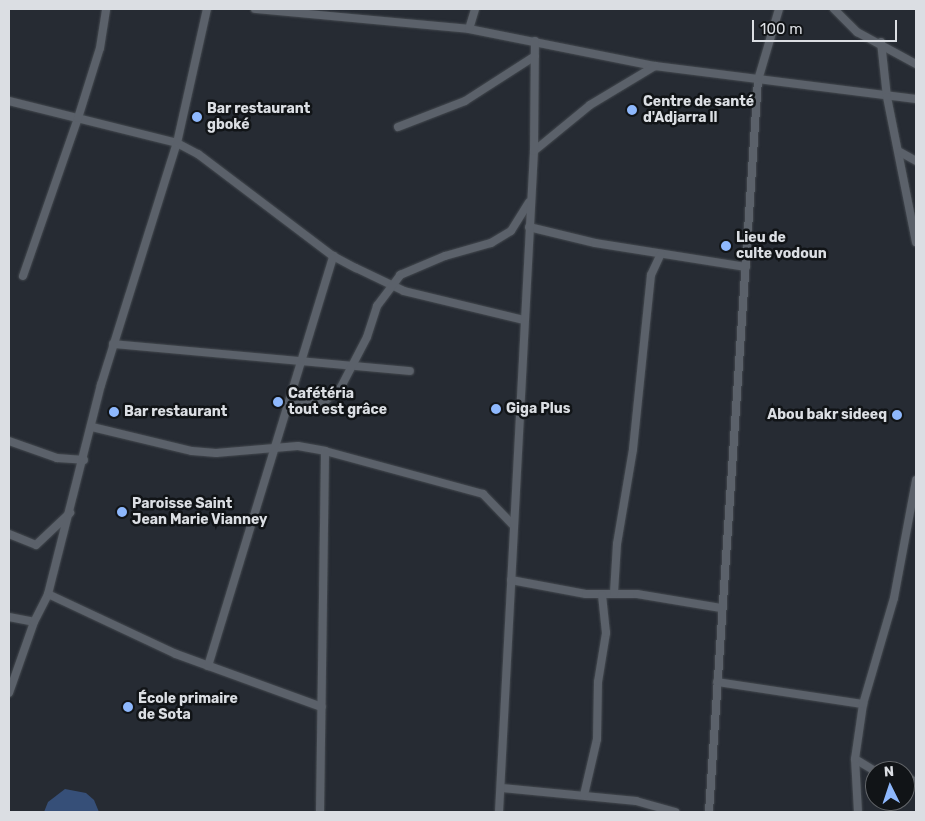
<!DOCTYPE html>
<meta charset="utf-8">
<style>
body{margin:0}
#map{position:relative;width:925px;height:821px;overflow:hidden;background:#262b33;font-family:Rubik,sans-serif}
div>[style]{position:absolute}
.green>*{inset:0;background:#364f78}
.roads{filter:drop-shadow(0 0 1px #44494f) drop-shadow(0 0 1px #44494f)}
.minor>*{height:8px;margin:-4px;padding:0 4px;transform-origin:4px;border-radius:4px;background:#5b616a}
.dots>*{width:14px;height:14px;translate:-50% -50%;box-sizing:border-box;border:2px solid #111417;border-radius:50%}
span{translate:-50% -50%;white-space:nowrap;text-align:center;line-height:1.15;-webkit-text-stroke:5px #111417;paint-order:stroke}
.poi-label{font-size:14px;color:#dbdee3;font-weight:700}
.left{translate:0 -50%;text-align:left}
.right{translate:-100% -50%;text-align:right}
.frame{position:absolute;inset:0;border:10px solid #dbdee3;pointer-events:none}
.north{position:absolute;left:865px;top:761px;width:50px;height:50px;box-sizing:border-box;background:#111417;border:1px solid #626569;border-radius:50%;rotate:356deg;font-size:14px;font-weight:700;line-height:20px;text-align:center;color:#dbdee3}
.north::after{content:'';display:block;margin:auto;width:18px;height:22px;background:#8eb8fd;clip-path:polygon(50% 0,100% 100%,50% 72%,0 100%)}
.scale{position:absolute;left:752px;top:20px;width:145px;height:22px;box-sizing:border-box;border:2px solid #dbdee3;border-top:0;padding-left:6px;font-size:15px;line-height:18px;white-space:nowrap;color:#dbdee3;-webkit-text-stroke:4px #111417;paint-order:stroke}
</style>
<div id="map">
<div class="green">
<div style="clip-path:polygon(65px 789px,86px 793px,94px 800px,99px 812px,44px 812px,48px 802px)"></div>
</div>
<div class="roads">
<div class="minor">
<div style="left:255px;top:9px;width:215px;rotate:5.3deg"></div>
<div style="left:469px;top:29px;width:190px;rotate:11.3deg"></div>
<div style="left:655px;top:66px;width:263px;rotate:7.2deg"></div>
<div style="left:834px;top:9px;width:33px;rotate:45deg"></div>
<div style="left:857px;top:32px;width:67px;rotate:28.5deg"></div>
<div style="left:469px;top:29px;width:21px;rotate:-73deg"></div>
<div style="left:881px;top:42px;width:55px;rotate:83.8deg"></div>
<div style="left:887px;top:97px;width:148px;rotate:78.7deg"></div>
<div style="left:9px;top:101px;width:173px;rotate:14deg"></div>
<div style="left:177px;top:143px;width:24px;rotate:28deg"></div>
<div style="left:198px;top:154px;width:169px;rotate:37.1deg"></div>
<div style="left:333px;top:256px;width:26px;rotate:28deg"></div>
<div style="left:356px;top:268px;width:53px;rotate:25.6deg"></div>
<div style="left:404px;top:291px;width:123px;rotate:13.6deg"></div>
<div style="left:398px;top:127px;width:72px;rotate:-21.2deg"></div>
<div style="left:465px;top:101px;width:83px;rotate:-32.7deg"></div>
<div style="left:534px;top:151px;width:72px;rotate:-39.4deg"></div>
<div style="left:590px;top:105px;width:76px;rotate:-31deg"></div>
<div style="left:900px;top:152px;width:18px;rotate:29deg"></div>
<div style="left:529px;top:227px;width:68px;rotate:13.6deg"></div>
<div style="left:595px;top:243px;width:153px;rotate:9deg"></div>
<div style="left:23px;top:276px;width:167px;rotate:-70.8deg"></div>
<div style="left:78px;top:118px;width:73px;rotate:-72.6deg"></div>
<div style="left:100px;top:48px;width:39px;rotate:-81deg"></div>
<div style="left:113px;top:344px;width:298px;rotate:5.2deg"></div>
<div style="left:287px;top:406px;width:37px;rotate:-6deg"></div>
<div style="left:324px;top:402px;width:23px;rotate:-41deg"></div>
<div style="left:341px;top:387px;width:56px;rotate:-62.5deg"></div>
<div style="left:367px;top:337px;width:33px;rotate:-72deg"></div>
<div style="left:377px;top:306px;width:39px;rotate:-53deg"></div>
<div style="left:400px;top:275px;width:49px;rotate:-22.9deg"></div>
<div style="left:445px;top:256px;width:48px;rotate:-15.8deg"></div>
<div style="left:491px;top:243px;width:23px;rotate:-31deg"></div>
<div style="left:511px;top:231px;width:34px;rotate:-58deg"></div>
<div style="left:92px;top:427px;width:103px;rotate:13.5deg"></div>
<div style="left:192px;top:451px;width:24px;rotate:5deg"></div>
<div style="left:216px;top:453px;width:82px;rotate:-4.9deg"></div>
<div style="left:298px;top:446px;width:27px;rotate:10deg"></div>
<div style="left:325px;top:451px;width:164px;rotate:15.2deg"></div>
<div style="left:483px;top:494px;width:43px;rotate:45.9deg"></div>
<div style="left:9px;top:441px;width:51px;rotate:19.5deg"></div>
<div style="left:57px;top:458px;width:27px;rotate:4deg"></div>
<div style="left:9px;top:534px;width:29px;rotate:22deg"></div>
<div style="left:36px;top:545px;width:47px;rotate:-43.3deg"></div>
<div style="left:511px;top:580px;width:76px;rotate:10.6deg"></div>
<div style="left:586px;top:594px;width:51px"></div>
<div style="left:637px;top:594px;width:85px;rotate:9.5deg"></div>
<div style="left:614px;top:593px;width:49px;rotate:-86.5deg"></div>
<div style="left:617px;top:544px;width:96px;rotate:-80.4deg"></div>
<div style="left:633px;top:449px;width:175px;rotate:-84.1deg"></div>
<div style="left:651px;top:275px;width:23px;rotate:-65deg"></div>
<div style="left:48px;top:594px;width:141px;rotate:25.1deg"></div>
<div style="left:176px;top:654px;width:155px;rotate:20deg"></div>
<div style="left:9px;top:617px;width:25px;rotate:11deg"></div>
<div style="left:208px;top:666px;width:429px;rotate:-73deg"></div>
<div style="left:717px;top:682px;width:148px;rotate:8.6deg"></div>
<div style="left:9px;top:693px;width:75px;rotate:-70.6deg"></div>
<div style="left:34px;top:622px;width:31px;rotate:-63deg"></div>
<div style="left:48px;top:594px;width:216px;rotate:-75.8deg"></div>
<div style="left:101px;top:385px;width:254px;rotate:-72.6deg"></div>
<div style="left:177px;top:143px;width:137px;rotate:-77.4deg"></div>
<div style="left:855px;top:759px;width:23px;rotate:31deg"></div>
<div style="left:905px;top:777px;width:12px;rotate:24deg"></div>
<div style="left:502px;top:788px;width:135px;rotate:5.5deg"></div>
<div style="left:636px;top:801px;width:41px;rotate:15.8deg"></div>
<div style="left:584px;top:795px;width:57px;rotate:-76.9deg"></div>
<div style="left:597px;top:739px;width:57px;rotate:-89deg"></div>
<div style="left:598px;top:682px;width:50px;rotate:-80.7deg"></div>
<div style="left:606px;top:633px;width:38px;rotate:-96deg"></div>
<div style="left:320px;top:812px;width:361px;rotate:-89.2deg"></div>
<div style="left:499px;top:812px;width:662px;rotate:-86.97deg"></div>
<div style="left:534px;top:151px;width:110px;rotate:-89.5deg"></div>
<div style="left:709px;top:812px;width:734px;rotate:-86.17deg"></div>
<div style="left:758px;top:80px;width:74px;rotate:-73.5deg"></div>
<div style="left:858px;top:812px;width:53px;rotate:-93.2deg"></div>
<div style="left:855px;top:759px;width:56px;rotate:-81.7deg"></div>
<div style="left:863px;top:704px;width:110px;rotate:-73.7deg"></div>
<div style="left:894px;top:598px;width:120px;rotate:-79.4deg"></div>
</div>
</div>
<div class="dots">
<div style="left:632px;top:110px;background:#8eb8fd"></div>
<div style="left:197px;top:117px;background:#8eb8fd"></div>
<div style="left:726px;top:246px;background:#8eb8fd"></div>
<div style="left:278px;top:402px;background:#8eb8fd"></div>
<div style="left:496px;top:409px;background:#8eb8fd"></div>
<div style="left:114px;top:412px;background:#8eb8fd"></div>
<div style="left:897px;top:415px;background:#8eb8fd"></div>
<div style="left:122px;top:512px;background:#8eb8fd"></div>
<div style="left:128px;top:707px;background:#8eb8fd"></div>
</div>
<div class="poi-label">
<span class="left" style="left:643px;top:110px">Centre de santé<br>d'Adjarra ll</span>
<span class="left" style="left:207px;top:117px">Bar restaurant<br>gboké</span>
<span class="left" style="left:736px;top:246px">Lieu de<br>culte vodoun</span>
<span class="left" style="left:288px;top:402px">Cafétéria<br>tout est grâce</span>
<span class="left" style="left:506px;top:409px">Giga Plus</span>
<span class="left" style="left:124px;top:412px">Bar restaurant</span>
<span class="right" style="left:887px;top:415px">Abou bakr sideeq</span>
<span class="left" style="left:132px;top:512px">Paroisse Saint<br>Jean Marie Vianney</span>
<span class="left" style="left:138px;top:707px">École primaire<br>de Sota</span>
</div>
<div class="frame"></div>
<div class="north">N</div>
<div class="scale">100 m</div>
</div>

**Activity:**
List the lines of the entries that include "roads".

**Exercise response:**
.roads{filter:drop-shadow(0 0 1px #44494f) drop-shadow(0 0 1px #44494f)}
<div class="roads">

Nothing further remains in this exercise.